Napoli – Aveva solo dodici anni la bambina che nel perimo pomeriggio di oggi ha perso la vita dopo essere precipitata dalla finestra di un’abitazione a Scampia, nella periferia nord di Napoli. Uno schianto che non le ha lasciato scampo: la caduta le ha provocato traumi gravissimi alla testa e in tutto il corpo, compromettendone immediatamente le funzioni vitali.
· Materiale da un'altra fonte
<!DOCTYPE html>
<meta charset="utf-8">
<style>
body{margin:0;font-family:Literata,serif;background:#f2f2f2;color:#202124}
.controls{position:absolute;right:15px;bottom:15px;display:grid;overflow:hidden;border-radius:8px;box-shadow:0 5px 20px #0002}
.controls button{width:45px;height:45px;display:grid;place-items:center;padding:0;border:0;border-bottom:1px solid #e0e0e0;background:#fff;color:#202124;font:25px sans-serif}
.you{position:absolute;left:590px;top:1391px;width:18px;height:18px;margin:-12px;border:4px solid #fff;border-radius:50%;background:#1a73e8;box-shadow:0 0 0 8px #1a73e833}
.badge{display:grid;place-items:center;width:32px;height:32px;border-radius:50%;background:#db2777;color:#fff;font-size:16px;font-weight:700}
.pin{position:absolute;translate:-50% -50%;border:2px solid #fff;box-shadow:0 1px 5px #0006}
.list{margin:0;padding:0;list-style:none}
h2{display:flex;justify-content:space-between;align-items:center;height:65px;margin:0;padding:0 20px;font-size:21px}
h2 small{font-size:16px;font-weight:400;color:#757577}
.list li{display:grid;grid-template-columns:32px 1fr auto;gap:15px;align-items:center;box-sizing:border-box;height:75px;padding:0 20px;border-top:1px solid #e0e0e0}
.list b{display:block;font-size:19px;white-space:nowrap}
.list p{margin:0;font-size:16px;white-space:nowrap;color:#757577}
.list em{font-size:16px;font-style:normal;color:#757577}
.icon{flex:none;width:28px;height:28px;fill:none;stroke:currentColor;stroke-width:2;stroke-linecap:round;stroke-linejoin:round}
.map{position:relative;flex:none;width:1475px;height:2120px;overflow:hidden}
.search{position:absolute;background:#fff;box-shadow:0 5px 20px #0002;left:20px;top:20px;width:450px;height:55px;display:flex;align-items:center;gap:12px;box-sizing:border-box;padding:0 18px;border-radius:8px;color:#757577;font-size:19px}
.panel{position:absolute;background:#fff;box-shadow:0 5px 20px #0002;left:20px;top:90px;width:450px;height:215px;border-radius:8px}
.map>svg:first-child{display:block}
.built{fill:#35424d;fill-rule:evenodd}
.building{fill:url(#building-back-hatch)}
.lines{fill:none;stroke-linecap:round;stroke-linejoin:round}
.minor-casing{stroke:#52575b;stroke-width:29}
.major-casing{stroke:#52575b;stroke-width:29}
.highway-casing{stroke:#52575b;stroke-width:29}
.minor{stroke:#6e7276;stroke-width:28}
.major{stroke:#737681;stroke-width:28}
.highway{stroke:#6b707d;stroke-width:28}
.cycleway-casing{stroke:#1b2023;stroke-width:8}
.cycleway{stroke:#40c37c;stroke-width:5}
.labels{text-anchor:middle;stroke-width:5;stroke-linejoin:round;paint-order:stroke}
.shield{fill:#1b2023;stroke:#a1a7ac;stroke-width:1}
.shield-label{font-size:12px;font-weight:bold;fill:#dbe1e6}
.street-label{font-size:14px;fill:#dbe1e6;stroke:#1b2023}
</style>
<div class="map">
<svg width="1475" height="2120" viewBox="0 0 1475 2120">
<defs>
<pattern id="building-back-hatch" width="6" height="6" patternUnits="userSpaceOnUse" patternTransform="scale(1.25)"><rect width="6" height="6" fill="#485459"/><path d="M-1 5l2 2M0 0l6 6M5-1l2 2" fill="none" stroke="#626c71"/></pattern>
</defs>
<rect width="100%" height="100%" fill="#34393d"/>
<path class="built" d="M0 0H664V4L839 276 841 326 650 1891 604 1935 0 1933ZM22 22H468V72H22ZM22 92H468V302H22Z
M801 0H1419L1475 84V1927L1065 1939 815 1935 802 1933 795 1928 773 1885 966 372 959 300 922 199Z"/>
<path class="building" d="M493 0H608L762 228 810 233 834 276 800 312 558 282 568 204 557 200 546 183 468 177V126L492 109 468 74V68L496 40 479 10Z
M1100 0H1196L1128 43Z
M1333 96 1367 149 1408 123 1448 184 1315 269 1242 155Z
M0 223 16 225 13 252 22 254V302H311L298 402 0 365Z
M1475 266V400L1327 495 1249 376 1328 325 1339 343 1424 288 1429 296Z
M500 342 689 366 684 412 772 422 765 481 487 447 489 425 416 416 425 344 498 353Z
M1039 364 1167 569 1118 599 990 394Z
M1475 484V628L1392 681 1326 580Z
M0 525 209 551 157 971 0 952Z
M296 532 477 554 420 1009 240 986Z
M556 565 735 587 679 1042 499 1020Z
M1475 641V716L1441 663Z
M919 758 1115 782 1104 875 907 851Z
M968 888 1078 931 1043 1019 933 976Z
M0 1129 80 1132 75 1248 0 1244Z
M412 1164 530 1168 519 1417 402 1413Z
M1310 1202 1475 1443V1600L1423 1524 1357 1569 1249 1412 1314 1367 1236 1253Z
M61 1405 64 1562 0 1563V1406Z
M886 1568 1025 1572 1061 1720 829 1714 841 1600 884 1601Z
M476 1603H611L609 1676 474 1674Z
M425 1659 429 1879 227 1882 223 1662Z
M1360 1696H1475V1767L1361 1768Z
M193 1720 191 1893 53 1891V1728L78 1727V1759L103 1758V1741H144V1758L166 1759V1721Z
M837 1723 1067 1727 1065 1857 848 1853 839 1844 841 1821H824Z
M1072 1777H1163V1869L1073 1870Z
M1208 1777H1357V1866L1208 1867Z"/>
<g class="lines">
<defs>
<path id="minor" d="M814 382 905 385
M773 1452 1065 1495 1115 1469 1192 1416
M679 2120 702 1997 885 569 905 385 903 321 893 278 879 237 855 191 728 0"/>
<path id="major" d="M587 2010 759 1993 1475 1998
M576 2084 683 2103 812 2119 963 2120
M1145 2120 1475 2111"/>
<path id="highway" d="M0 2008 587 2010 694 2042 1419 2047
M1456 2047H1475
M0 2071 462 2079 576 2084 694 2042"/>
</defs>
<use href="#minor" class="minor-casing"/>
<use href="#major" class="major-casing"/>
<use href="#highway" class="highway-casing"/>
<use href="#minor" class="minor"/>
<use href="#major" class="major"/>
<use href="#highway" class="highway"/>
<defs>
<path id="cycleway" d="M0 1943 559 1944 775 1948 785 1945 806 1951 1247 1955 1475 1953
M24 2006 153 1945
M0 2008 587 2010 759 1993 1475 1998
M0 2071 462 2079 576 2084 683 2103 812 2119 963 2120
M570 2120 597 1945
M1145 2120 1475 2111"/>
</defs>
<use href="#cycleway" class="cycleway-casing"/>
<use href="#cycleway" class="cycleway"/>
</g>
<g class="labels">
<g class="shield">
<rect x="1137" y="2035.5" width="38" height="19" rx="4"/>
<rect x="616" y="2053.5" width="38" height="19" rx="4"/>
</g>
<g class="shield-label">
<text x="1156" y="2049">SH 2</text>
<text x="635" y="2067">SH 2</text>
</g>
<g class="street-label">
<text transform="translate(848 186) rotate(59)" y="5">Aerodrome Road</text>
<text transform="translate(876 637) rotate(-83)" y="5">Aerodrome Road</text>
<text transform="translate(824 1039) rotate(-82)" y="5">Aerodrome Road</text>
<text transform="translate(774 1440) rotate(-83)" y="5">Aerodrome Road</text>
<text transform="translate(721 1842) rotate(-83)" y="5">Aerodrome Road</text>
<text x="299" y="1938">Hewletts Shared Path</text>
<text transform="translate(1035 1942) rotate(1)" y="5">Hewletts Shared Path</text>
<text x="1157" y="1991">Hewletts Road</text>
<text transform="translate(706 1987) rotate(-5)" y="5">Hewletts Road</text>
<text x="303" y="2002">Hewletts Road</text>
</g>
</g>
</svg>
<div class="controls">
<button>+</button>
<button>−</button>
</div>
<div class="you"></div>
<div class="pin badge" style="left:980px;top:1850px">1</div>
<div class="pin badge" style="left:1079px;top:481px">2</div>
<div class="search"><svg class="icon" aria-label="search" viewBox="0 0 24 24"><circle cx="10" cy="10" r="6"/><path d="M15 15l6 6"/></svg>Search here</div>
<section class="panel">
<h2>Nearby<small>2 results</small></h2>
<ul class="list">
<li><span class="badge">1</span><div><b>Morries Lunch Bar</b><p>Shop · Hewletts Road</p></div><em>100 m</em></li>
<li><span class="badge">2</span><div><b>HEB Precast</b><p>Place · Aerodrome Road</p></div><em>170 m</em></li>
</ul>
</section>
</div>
L’allarme è scattato poco dopo le 14 in via Labriola ai famosi Sette Plazzi. Alcuni residenti hanno sentito un tonfo sordo nel cortile interno della palazzina e si sono affacciati trovando il corpo della minore a terra. Sul posto sono giunte in pochi minuti un’ambulanza del 118 e un’automedica: i sanitari hanno tentato a lungo le manovre di rianimazione, poi hanno disposto il trasferimento d’urgenza all’ospedale pediatrico Santobono. Ogni sforzo, però, si è rivelato vano. La piccola è stata dichiarata morta poco dopo l’arrivo in pronto soccorso.
I poliziotti dell’Upgsp della Questura di Napoli hanno avviato immediatamente gli accertamenti per ricostruire l’esatta dinamica dei fatti. L’abitazione, al decimo piano da cui la 12enne è caduta è presidiata e gli agenti stanno ascoltando i familiari, sotto shock, per comprendere se si sia trattato di un tragico incidente domestico o se vi possano essere altre responsabilità.
Al momento gli investigatori non escludono nessuna ipotesi, ma propendono per la caduta accidentale, forse favorita da un momento di distrazione della mamma che era in casa ma in un’altra stanza. La caduta sarebbe avvenuta dalla finestra della stanza da letto.
La notizia ha scosso l’intero quartiere. Decine di persone si sono radunate in strada, in un silenzio carico di dolore, mentre i primi fiori e peluche venivano appoggiati accanto al cancello della palazzina. La tragedia riaccende i riflettori sulla sicurezza delle abitazioni e sulla necessità di installare dispositivi di blocco alle finestre, soprattutto dove vivono minori.